**The problem:** Scan the entries that follow for the word "this", then report every line in which it appears.

[Saved entries]
=== Section Start ===

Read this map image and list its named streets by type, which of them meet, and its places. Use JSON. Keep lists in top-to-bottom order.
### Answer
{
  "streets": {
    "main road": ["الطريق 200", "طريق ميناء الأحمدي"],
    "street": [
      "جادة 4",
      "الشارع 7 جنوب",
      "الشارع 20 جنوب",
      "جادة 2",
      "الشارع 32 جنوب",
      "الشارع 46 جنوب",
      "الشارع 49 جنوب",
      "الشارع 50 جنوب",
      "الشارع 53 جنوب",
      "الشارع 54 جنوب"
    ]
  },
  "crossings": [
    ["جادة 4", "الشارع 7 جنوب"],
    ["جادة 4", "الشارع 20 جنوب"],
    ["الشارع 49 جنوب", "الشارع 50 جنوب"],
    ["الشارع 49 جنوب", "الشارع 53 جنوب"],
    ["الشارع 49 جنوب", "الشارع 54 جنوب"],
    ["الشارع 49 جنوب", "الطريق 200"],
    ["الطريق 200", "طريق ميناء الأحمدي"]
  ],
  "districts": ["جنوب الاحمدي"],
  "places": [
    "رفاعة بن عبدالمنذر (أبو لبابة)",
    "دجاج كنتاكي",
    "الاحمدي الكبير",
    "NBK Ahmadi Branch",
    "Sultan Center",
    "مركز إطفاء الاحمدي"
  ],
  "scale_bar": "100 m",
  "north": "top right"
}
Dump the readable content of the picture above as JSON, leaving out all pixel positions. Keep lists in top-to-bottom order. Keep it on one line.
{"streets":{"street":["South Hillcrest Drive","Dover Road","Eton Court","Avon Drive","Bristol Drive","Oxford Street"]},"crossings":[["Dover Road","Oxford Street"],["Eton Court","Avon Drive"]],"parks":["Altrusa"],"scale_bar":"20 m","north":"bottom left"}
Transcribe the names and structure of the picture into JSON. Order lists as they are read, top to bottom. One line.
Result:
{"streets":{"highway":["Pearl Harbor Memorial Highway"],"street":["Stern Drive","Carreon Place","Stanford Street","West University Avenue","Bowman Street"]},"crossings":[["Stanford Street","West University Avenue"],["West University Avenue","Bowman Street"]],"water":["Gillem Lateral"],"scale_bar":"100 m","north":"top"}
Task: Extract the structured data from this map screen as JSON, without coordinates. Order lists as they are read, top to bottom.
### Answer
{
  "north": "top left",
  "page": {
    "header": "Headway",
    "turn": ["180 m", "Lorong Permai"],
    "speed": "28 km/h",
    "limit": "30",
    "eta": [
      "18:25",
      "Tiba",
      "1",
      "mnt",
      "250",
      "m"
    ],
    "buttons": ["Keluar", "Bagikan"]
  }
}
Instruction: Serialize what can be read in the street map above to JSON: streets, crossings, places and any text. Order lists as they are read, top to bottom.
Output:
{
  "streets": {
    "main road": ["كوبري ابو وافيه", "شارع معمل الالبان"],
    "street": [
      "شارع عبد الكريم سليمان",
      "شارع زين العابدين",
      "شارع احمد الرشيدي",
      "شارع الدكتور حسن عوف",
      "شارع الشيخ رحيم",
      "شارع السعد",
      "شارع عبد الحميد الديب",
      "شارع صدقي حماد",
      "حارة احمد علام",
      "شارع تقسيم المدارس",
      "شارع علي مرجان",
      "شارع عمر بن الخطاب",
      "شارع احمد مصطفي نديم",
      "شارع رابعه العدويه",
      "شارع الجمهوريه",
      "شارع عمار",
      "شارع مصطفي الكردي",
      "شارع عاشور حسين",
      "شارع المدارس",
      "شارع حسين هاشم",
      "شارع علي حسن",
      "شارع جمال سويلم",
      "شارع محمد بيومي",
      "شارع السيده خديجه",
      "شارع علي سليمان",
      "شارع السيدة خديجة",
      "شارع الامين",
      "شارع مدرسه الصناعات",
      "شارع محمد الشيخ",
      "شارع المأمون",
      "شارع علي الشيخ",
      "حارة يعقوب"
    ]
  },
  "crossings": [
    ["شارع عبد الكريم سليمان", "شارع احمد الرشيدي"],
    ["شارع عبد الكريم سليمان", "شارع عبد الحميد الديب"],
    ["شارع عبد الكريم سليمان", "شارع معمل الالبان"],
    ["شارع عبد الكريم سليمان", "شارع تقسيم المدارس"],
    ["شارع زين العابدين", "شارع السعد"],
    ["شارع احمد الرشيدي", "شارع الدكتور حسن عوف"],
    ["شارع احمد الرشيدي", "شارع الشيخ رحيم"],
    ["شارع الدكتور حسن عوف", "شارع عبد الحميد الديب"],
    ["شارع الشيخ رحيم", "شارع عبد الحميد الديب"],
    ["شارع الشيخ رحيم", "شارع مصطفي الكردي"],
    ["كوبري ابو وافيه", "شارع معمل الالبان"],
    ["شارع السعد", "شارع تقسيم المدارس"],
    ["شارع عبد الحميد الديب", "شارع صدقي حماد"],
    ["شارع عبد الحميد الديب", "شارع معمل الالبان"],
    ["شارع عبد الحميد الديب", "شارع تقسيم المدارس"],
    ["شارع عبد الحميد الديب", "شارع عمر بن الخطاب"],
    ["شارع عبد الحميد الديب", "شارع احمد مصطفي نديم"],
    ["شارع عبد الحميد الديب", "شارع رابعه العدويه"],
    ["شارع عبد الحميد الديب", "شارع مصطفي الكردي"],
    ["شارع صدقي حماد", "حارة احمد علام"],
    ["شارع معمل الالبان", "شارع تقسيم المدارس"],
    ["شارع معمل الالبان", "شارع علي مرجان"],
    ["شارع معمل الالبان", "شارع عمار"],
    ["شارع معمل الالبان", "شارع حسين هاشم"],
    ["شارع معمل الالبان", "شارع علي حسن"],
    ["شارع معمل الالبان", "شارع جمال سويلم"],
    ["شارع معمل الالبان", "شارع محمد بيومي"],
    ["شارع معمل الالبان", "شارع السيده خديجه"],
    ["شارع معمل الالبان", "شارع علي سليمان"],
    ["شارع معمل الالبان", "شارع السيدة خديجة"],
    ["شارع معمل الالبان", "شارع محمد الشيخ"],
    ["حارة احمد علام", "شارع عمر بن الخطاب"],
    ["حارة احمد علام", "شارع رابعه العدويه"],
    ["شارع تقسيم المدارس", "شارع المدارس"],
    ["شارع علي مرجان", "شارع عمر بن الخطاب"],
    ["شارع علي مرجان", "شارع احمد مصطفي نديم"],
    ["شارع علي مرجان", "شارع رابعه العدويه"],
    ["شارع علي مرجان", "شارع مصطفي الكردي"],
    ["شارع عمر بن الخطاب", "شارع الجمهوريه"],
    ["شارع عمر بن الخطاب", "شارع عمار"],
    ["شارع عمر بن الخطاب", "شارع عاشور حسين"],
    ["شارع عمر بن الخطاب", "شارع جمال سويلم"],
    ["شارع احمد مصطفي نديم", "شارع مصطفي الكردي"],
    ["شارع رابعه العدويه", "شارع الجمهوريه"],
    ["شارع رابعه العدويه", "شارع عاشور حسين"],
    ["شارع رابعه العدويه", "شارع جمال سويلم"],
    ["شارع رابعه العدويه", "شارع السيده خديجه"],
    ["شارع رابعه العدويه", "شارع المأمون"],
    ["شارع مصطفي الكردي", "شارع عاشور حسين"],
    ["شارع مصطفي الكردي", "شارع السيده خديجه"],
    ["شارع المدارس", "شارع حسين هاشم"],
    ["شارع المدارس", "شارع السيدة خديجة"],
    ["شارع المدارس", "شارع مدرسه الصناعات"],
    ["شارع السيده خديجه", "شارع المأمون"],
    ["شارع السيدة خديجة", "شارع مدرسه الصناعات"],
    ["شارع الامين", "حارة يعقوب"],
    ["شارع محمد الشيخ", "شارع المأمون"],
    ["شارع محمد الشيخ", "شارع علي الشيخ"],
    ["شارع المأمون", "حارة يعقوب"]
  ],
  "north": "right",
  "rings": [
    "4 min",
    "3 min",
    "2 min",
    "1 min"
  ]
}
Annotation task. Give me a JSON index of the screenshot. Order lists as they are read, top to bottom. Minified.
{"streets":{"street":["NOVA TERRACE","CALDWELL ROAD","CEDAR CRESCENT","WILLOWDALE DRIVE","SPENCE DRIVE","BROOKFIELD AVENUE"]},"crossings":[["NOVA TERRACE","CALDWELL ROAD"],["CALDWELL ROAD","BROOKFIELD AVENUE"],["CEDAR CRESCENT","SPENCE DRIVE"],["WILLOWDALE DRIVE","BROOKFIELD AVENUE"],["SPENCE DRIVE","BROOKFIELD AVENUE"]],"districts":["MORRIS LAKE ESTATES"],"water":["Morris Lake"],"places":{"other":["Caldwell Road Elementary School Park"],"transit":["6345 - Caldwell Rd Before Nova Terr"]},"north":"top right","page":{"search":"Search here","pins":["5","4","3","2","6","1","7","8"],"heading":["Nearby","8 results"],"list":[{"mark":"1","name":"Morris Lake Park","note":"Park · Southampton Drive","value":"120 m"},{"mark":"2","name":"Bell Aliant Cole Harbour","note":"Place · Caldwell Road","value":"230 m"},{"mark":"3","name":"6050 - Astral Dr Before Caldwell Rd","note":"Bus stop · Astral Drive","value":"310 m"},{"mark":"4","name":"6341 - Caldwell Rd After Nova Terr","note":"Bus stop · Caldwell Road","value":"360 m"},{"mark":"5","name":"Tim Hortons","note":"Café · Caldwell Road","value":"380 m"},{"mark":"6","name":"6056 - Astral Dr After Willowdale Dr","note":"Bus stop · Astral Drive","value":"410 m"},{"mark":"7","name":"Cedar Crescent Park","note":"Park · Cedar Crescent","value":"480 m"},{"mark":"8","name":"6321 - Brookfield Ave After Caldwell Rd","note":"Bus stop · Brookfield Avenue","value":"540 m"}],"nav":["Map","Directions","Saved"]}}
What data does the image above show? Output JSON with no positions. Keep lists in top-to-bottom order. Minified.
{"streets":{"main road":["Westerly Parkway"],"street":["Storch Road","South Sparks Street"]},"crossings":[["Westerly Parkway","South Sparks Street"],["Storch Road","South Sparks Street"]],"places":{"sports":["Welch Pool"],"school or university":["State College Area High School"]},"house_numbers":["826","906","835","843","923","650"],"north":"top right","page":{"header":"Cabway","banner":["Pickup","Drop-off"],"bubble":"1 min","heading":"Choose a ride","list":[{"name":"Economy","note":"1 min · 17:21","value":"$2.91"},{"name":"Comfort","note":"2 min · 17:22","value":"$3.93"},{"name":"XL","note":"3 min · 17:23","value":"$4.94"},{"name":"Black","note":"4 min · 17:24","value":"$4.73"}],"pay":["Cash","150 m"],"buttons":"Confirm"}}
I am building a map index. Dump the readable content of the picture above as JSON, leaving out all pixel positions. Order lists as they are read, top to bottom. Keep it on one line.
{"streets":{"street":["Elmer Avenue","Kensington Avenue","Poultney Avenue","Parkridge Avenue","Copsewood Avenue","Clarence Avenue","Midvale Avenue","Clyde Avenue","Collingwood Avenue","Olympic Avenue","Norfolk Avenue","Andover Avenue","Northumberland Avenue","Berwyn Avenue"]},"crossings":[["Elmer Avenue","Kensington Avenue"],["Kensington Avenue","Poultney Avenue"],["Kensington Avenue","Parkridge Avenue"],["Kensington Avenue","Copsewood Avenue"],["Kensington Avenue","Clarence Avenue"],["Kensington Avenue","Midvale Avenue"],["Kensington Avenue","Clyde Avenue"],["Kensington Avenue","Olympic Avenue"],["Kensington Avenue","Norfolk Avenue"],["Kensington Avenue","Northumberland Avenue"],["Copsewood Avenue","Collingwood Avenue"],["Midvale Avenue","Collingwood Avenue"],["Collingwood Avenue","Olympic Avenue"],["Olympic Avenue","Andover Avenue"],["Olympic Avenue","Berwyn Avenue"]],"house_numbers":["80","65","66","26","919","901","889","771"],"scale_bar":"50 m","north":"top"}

=== Section End ===

**Answer area:**
Read this map image and list its named streets by type, which of them meet, and its places. Use JSON. Keep lists in top-to-bottom order.
Task: Extract the structured data from this map screen as JSON, without coordinates. Order lists as they are read, top to bottom.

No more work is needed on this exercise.